- _What this task involves_
Scan the entries below and extract each line with the word "marker" in it.

::::::::

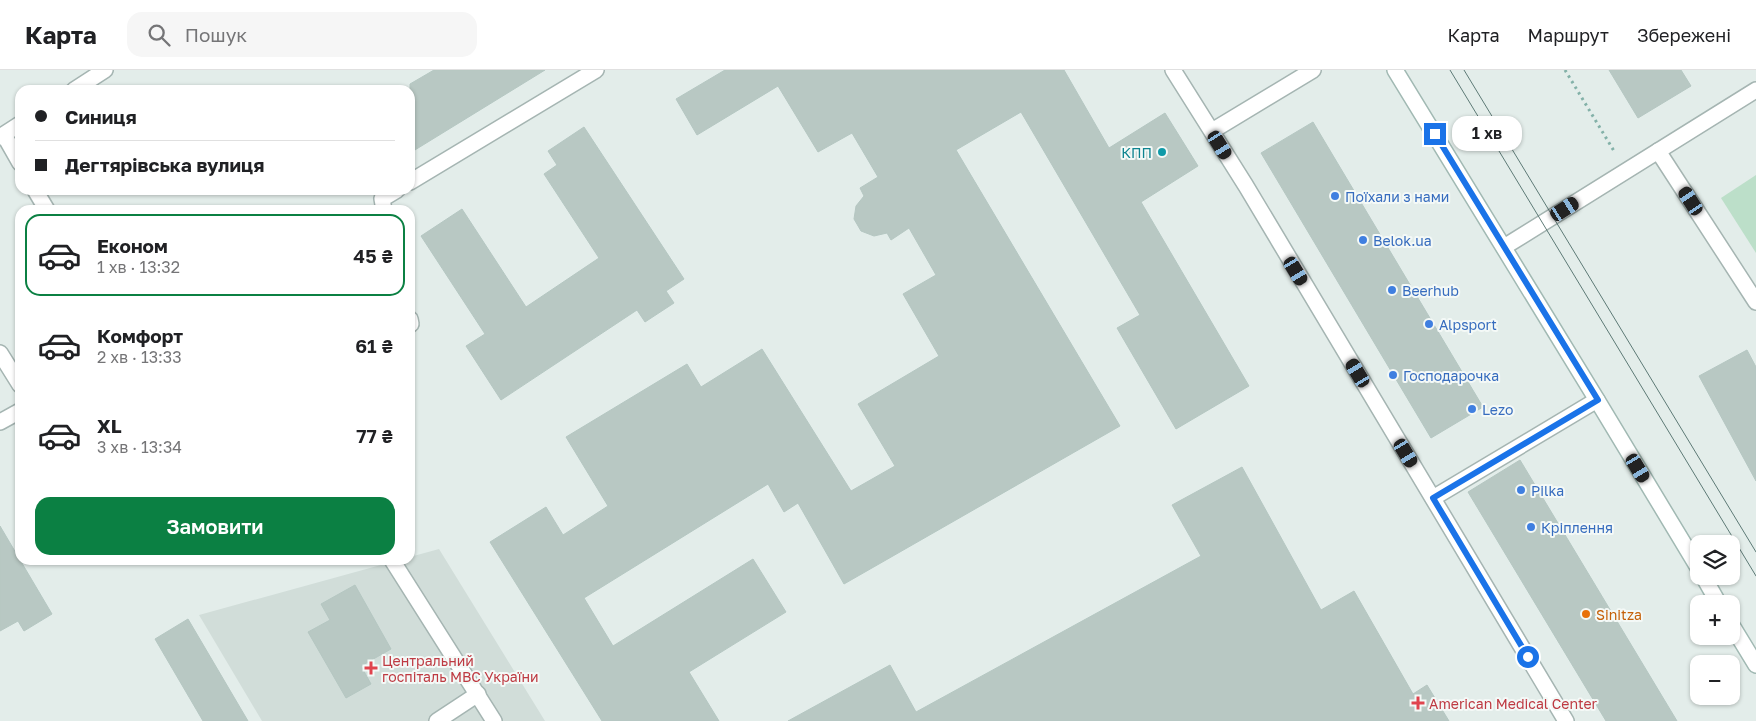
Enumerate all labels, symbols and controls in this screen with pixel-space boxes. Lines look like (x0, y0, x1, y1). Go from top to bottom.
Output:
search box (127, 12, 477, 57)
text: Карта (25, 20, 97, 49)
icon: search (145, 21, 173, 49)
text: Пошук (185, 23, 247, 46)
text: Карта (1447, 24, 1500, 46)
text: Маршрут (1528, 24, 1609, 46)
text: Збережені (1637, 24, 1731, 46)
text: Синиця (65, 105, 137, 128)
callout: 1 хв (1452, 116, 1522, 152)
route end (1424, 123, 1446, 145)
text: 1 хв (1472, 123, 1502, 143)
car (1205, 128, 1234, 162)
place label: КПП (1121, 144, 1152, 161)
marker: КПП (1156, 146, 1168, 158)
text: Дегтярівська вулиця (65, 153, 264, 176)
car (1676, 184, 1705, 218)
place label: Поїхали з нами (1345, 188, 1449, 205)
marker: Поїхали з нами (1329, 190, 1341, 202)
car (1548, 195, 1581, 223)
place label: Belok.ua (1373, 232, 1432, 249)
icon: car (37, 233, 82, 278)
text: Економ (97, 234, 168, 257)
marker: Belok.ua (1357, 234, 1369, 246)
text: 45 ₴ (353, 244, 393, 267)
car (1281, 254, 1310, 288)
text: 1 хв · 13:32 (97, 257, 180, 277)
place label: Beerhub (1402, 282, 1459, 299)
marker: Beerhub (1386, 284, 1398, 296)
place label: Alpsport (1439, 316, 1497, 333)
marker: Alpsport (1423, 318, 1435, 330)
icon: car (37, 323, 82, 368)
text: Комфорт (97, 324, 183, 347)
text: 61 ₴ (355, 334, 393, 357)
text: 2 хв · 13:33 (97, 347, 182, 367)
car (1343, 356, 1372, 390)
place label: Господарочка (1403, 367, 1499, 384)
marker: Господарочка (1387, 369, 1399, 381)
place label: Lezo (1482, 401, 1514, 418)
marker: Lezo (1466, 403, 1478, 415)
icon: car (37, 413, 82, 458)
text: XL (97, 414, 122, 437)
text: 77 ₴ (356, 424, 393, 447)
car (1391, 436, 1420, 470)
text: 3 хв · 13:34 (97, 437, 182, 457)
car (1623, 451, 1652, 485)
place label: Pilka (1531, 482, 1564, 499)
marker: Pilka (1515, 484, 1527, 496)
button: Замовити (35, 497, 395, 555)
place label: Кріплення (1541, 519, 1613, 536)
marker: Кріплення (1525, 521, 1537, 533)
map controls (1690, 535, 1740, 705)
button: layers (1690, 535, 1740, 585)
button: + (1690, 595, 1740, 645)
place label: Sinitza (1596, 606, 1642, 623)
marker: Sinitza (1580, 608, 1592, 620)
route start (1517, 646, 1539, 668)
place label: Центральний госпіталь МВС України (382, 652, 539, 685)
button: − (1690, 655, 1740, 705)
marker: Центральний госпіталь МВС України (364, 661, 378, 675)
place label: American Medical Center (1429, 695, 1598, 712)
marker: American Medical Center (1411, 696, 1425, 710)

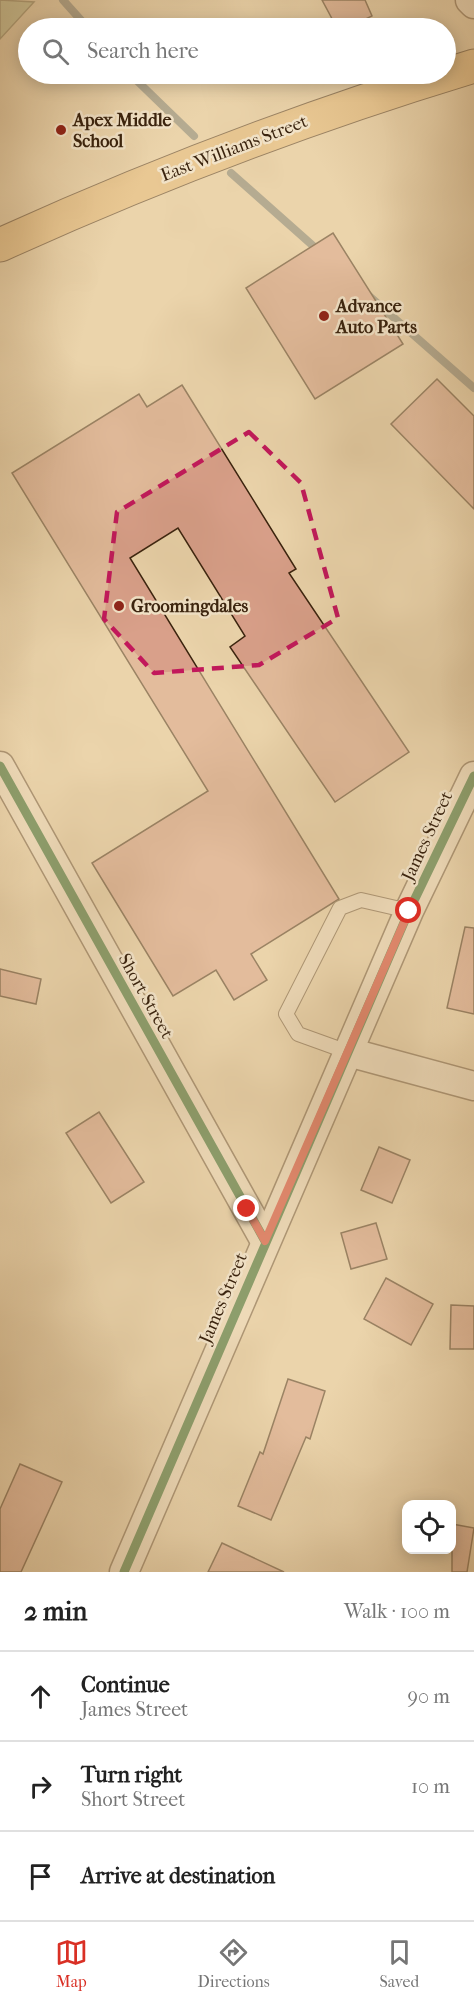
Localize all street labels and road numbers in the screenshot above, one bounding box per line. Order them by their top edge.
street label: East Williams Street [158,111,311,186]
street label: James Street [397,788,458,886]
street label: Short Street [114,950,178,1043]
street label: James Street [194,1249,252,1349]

::::::::

- _Answer for this exercise_
marker: КПП (1156, 146, 1168, 158)
marker: Поїхали з нами (1329, 190, 1341, 202)
marker: Belok.ua (1357, 234, 1369, 246)
marker: Beerhub (1386, 284, 1398, 296)
marker: Alpsport (1423, 318, 1435, 330)
marker: Господарочка (1387, 369, 1399, 381)
marker: Lezo (1466, 403, 1478, 415)
marker: Pilka (1515, 484, 1527, 496)
marker: Кріплення (1525, 521, 1537, 533)
marker: Sinitza (1580, 608, 1592, 620)
marker: Центральний госпіталь МВС України (364, 661, 378, 675)
marker: American Medical Center (1411, 696, 1425, 710)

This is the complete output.